Munchausen syndrome is a psychiatric disorder that causes an individual to self-inflict injury or illness or to fabricate symptoms of physical or mental illness, in order to receive medical care or hospitalization. In a variation of the disorder, Munchausen by proxy (MSBP), an individual, typically a mother, intentionally causes or fabricates illness in a child or other person under her care.


Munchausen syndrome takes its name from Baron Karl Friederich von Munchausen, an 18th century German military man known for his tall tales. The disorder first appeared in psychiatric literature in the early 1950s when it was used to describe patients who sought hospitalization by inventing symptoms and complicated medical histories, and/or inducing illness and injury in themselves. Categorized as a factitious disorder (a disorder in which the physical or psychological symptoms are under voluntary control), Munchausen's syndrome seems to be motivated by a need to assume the role of a patient.
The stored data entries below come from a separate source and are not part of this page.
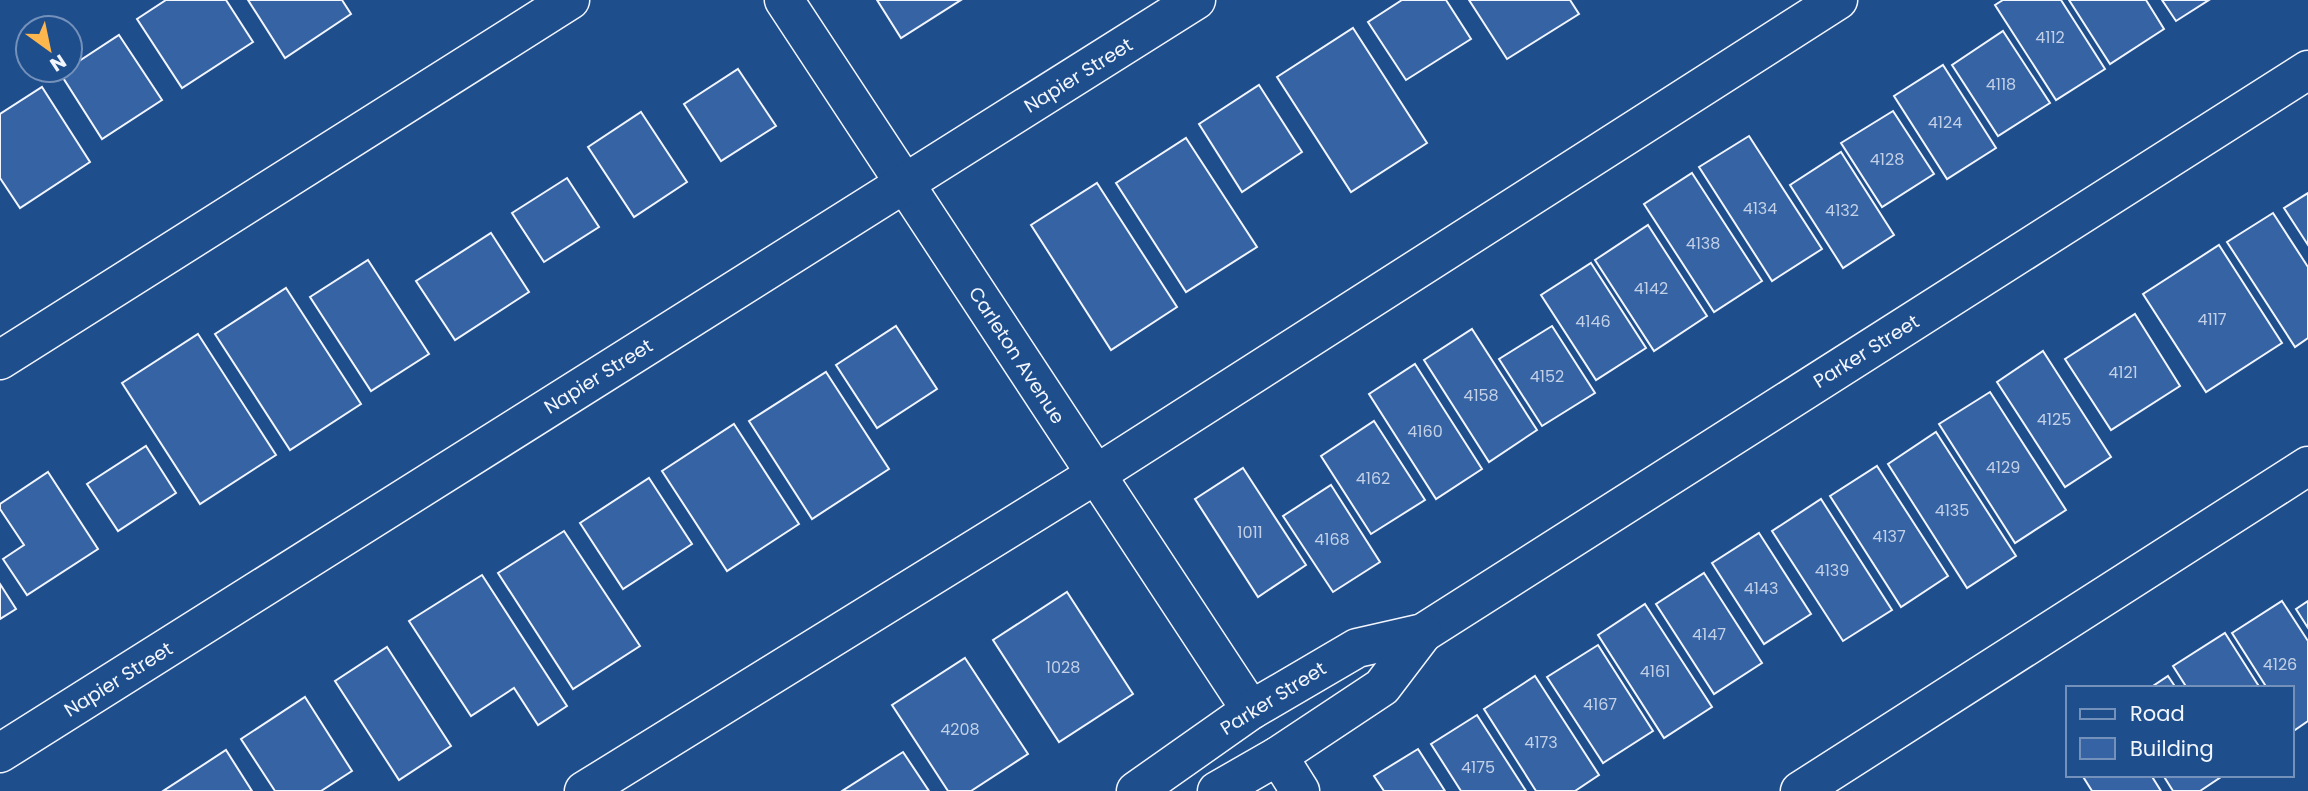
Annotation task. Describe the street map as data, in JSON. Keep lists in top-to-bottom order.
{
  "streets": {
    "street": ["Napier Street", "Parker Street", "Carleton Avenue"]
  },
  "crossings": [
    ["Napier Street", "Carleton Avenue"],
    ["Parker Street", "Carleton Avenue"]
  ],
  "house_numbers": [
    "4112",
    "4118",
    "4124",
    "4128",
    "4134",
    "4132",
    "4138",
    "4142",
    "4117",
    "4146",
    "4121",
    "4152",
    "4158",
    "4125",
    "4160",
    "4129",
    "4162",
    "4135",
    "1011",
    "4137",
    "4168",
    "4139",
    "4143",
    "4147",
    "4126",
    "1028",
    "4161",
    "4167",
    "4208",
    "4173",
    "4175"
  ],
  "legend": ["Road", "Building"],
  "north": "bottom right"
}
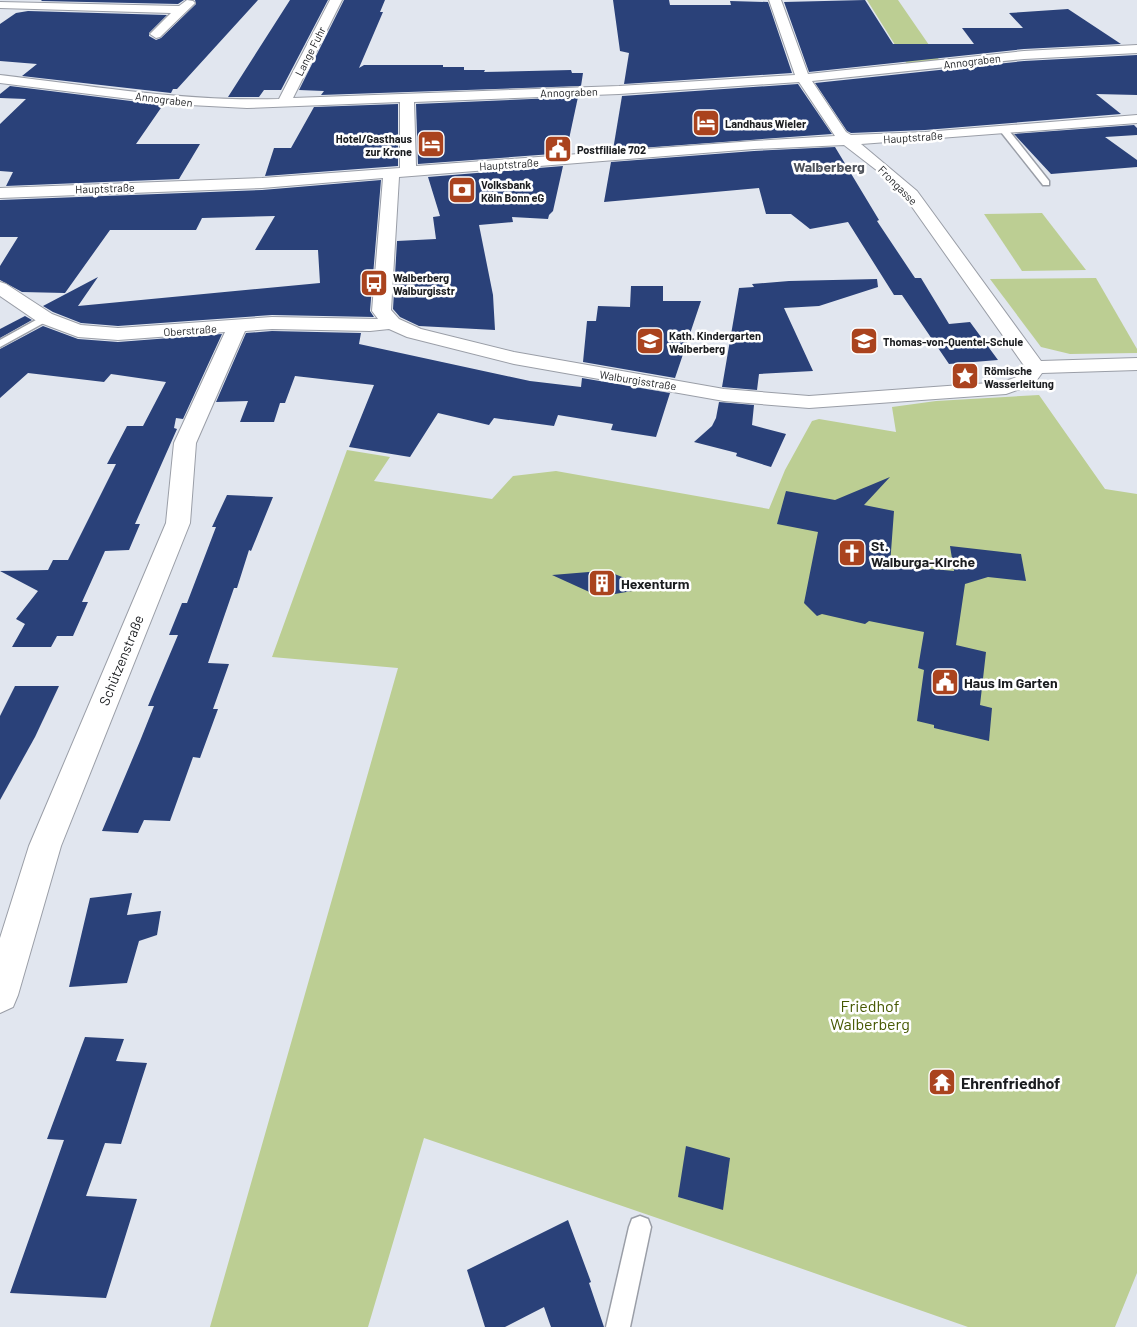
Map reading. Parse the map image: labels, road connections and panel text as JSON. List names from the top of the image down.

Unlike malingering, there does not seem to be any clear secondary gain (e.g., money) in Munchausen syndrome.
Individuals with Munchausen by proxy syndrome use their child (or another dependent person) to fulfill their need to step into the patient role. The disorder most commonly victimizes children from birth to 8 years old. Parents with MSBP may only exaggerate or fabricate their child's symptoms, or they may deliberately induce symptoms through various methods, including poisoning, suffocation, starvation, or infecting the child's bloodstream.

Causes and symptoms

The exact cause of Munchausen syndrome is unknown. It has been theorized that Munchausen patients are motivated by a desire to be cared for, a need for attention, dependency, an ambivalence toward doctors, or a need to suffer. Factors that may predispose an individual to Munchausen's include a serious illness in childhood or an existing personality disorder.
The Munchausen patient presents a wide array of physical or psychiatric symptoms, usually limited only by their medical knowledge. Many Munchausen patients are very familiar with medical terminology and symptoms. Some common complaints include fevers, rashes, abscesses, bleeding, and vomiting. Common Munchausen by proxy symptoms include apnea (cessation of breathing), fever, vomiting, and diarrhea. In both Munchausen and MSBP syndromes, the suspected illness does not respond to a normal course of treatment. Patients or parents may push for invasive diagnostic procedures and display an extraordinary depth of knowledge of medical procedures.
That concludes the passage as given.